Apart from the images, the entire listing below must be restated word for word.

* _Data segment_
---

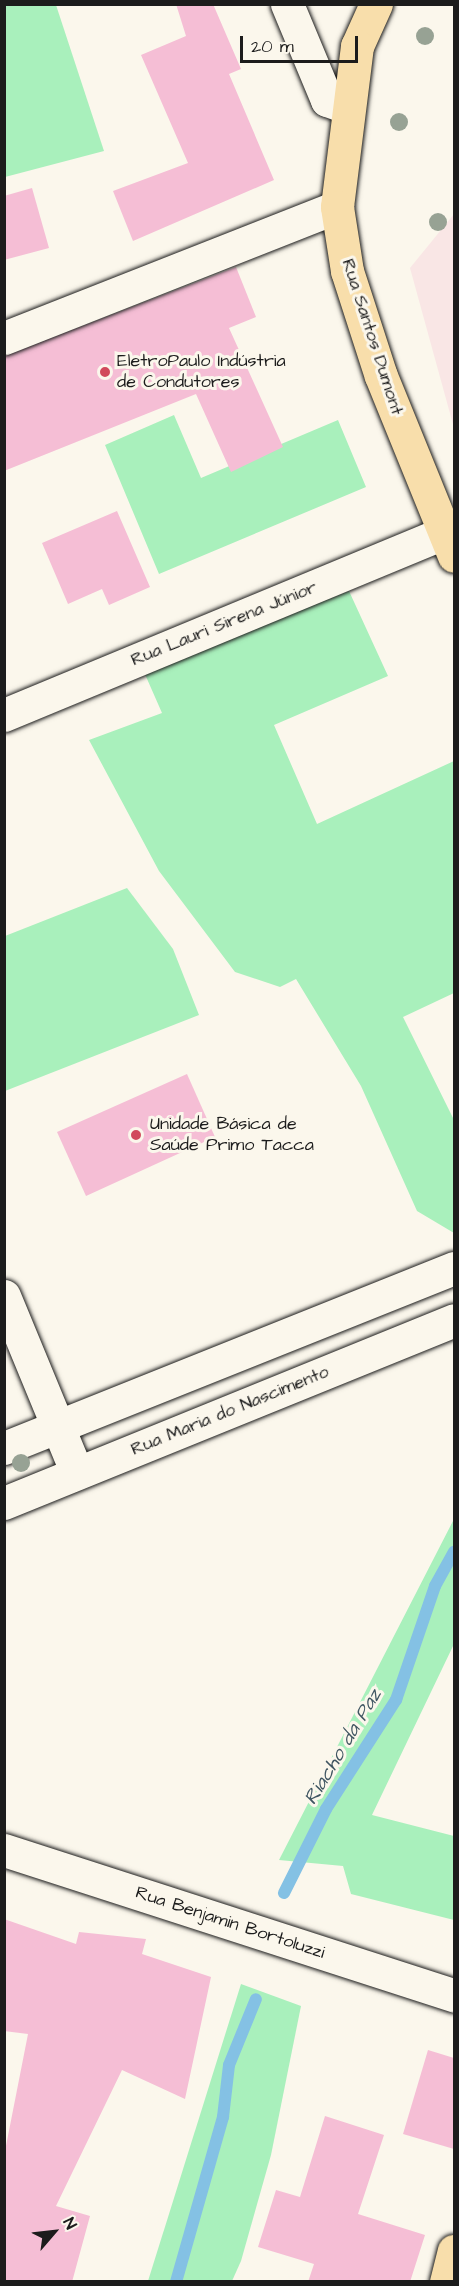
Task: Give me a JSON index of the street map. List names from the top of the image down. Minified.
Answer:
{"streets":{"main road":["Rua Santos Dumont"],"street":["Rua Lauri Sirena Júnior","Rua Maria do Nascimento","Rua Benjamin Bortoluzzi"]},"crossings":[["Rua Santos Dumont","Rua Lauri Sirena Júnior"]],"water":["Riacho da Paz"],"places":["EletroPaulo Indústria de Condutores","Unidade Básica de Saúde Primo Tacca"],"scale_bar":"20 m","north":"top right"}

---

* _Solution for this task_
Task: Give me a JSON index of the street map. List names from the top of the image down. Minified.
Answer:
{"streets":{"main road":["Rua Santos Dumont"],"street":["Rua Lauri Sirena Júnior","Rua Maria do Nascimento","Rua Benjamin Bortoluzzi"]},"crossings":[["Rua Santos Dumont","Rua Lauri Sirena Júnior"]],"water":["Riacho da Paz"],"places":["EletroPaulo Indústria de Condutores","Unidade Básica de Saúde Primo Tacca"],"scale_bar":"20 m","north":"top right"}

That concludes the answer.